Speaker
Description
Opioid overdose deaths have risen sharply in the United States over the past decade, presenting a growing public health crisis. According to the CDC In 2021, over 75% of the 107,000 drug overdose deaths involved an opioid. Identifying patients at risk for opioid use disorder remains challenging. To address this gap, we are analyzing the Texas Prescription Monitoring Program (PMP) data on opioid prescriptions to track how far patients are traveling for their opioid prescriptions, focusing on those at greatest risk of opioid misuse.
Doctor hopping is defined as patients bypassing nearby opioid prescribers in favor of more distant ones. It focuses on patient travel patterns as an early warning indicator of potentially risky opioid use behavior, distinct from traditional doctor shopping metrics that rely on patients receiving prescriptions from multiple providers. Using the measure of doctor hopping, we quantified the odds of high-risk opioid use compared to traditional metrics. Preliminary findings suggest that patients who consistently travel long distances, greater than 25 kilometers, or bypass nearby prescribers to obtain opioids, have higher odds of risky opioid use compared to patients who obtain their opioid prescriptions locally.

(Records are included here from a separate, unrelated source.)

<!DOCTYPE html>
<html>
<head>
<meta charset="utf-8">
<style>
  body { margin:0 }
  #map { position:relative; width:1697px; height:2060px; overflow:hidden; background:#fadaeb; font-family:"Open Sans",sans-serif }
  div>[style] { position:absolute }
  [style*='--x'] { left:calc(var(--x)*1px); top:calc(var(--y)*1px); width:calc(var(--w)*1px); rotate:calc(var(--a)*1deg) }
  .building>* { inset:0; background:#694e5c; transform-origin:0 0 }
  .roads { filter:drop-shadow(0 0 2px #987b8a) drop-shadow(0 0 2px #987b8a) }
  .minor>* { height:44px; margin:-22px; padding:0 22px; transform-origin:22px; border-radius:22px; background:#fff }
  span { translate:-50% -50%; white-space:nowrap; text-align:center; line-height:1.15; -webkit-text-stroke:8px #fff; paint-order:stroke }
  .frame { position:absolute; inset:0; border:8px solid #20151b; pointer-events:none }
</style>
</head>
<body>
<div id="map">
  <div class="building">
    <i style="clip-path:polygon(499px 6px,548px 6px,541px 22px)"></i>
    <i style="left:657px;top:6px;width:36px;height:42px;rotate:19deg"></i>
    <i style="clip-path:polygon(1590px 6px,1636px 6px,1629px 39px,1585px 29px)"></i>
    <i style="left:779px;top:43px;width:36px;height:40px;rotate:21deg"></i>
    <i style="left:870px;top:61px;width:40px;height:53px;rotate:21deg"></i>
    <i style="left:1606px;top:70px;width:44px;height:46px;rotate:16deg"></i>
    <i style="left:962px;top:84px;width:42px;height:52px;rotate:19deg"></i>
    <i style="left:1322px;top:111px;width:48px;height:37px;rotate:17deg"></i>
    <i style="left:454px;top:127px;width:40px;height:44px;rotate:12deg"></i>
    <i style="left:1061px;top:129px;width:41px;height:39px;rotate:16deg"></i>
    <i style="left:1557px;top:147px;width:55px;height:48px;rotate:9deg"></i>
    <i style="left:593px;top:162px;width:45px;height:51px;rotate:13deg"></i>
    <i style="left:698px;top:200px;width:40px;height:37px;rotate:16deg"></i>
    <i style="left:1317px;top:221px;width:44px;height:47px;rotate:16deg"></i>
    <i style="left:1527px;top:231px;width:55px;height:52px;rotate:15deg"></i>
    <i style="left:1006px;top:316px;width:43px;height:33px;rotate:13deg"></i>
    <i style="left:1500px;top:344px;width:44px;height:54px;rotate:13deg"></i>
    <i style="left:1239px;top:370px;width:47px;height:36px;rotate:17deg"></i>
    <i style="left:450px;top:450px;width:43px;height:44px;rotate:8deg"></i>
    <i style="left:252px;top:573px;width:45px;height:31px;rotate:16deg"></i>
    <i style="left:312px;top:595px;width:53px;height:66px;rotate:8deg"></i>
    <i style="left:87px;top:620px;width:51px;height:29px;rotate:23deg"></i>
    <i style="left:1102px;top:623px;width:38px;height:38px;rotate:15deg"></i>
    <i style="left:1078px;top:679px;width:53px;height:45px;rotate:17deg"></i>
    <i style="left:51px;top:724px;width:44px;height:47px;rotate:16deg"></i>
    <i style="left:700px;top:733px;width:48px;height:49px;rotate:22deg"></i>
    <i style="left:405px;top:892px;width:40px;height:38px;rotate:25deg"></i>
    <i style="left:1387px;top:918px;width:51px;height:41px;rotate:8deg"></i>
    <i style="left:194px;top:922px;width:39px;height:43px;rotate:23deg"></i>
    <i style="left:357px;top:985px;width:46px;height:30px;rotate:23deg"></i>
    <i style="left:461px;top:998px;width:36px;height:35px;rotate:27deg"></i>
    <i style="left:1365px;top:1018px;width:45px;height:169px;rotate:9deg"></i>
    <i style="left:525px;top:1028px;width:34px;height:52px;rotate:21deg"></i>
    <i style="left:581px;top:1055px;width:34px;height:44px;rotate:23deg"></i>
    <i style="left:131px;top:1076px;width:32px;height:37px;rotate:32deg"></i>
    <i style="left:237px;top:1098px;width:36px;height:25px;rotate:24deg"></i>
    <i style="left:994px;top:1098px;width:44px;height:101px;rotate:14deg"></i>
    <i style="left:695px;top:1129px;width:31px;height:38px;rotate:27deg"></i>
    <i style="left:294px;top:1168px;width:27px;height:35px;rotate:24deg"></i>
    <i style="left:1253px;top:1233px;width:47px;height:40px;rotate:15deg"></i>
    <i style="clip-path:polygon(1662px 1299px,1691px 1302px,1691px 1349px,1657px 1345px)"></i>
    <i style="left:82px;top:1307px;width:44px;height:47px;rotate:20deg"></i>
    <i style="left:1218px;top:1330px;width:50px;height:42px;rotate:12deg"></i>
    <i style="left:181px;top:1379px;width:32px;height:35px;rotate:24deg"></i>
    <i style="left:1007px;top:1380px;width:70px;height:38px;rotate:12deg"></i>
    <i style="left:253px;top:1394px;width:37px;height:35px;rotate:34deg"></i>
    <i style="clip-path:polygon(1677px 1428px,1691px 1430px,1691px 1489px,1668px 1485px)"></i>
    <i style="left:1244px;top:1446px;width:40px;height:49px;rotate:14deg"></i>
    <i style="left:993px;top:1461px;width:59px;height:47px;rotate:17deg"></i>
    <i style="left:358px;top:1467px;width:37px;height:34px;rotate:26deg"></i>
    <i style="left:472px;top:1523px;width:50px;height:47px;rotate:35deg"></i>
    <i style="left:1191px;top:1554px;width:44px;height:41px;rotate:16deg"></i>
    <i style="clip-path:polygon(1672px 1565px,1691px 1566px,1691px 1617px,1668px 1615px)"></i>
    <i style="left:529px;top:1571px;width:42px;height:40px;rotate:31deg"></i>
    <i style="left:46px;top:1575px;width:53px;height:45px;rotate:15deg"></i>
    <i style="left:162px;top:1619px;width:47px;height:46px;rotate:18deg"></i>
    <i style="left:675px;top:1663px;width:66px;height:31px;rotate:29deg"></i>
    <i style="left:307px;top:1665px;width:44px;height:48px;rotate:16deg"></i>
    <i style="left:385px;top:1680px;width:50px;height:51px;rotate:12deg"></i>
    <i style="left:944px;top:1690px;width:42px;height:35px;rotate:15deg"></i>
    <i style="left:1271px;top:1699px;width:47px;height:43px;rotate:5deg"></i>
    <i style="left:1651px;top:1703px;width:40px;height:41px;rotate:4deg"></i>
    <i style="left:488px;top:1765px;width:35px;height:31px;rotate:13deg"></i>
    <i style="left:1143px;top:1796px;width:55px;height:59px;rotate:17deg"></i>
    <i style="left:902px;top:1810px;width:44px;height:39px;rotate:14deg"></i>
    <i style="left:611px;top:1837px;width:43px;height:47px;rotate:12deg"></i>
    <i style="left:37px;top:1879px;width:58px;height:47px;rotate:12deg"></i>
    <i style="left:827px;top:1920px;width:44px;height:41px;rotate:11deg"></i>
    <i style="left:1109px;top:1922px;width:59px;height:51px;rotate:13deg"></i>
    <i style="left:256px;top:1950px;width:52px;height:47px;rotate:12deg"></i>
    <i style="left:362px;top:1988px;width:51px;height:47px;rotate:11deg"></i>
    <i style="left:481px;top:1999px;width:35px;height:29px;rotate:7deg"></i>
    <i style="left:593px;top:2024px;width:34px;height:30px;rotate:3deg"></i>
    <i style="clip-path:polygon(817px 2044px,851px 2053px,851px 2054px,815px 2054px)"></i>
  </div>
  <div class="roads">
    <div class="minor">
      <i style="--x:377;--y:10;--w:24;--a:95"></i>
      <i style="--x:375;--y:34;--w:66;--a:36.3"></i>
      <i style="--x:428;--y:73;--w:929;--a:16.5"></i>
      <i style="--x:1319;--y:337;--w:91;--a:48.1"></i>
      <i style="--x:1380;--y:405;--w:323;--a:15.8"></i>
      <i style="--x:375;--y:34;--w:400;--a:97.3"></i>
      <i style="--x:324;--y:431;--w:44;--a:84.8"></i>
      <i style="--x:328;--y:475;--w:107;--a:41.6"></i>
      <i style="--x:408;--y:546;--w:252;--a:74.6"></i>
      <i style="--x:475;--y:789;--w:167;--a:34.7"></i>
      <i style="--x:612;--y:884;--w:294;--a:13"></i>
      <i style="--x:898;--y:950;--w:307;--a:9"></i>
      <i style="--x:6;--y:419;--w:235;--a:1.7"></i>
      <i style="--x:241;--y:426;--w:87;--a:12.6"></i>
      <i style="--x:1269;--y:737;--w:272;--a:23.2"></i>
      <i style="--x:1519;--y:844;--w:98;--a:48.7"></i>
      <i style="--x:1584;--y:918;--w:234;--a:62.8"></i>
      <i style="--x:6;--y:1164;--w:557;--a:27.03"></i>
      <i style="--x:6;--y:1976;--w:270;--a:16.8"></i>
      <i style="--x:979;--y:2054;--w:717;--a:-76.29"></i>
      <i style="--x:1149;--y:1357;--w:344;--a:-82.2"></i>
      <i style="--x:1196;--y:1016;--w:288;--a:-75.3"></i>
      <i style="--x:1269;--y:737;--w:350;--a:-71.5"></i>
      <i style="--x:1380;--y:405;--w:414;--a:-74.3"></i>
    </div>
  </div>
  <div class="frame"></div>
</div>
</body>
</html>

Leveraging state PMPs, an underutilized and ubiquitous resource, presents a simple and potentially cost-effective method of identifying spatial patterns suggestive of opioid misuse. Identifying patients more likely to abuse opioids could help target interventions that can curb opioid overdoses. Amid the worsening opioid epidemic, innovative surveillance methods, like doctor hopping, are urgently needed to identify and support patients at risk.